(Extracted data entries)
----
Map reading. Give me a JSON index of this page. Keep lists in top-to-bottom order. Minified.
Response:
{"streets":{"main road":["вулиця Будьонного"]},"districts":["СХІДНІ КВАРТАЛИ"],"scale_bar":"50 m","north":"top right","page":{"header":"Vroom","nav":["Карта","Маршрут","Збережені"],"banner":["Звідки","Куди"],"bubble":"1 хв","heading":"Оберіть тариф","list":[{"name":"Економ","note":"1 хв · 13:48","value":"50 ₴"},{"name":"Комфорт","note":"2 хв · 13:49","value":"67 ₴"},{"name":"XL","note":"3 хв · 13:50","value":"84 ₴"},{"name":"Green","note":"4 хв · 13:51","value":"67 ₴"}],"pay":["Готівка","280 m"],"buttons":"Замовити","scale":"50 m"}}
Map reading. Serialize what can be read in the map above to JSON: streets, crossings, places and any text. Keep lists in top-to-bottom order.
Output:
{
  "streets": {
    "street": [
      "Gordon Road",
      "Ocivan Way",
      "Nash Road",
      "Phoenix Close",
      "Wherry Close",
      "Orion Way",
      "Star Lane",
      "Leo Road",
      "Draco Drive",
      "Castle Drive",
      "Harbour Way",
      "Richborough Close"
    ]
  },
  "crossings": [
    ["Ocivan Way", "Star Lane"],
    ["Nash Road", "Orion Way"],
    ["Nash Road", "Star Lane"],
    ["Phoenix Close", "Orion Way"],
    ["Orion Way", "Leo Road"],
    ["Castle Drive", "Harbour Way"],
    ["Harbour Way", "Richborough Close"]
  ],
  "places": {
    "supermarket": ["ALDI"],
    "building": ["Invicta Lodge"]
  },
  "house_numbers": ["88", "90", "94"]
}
----
-- Instructions for the task --
Search the records for the word "bottom" and return every line that holds it.

-- Response to the task --
Map reading. Give me a JSON index of this page. Keep lists in top-to-bottom order. Minified.
Map reading. Serialize what can be read in the map above to JSON: streets, crossings, places and any text. Keep lists in top-to-bottom order.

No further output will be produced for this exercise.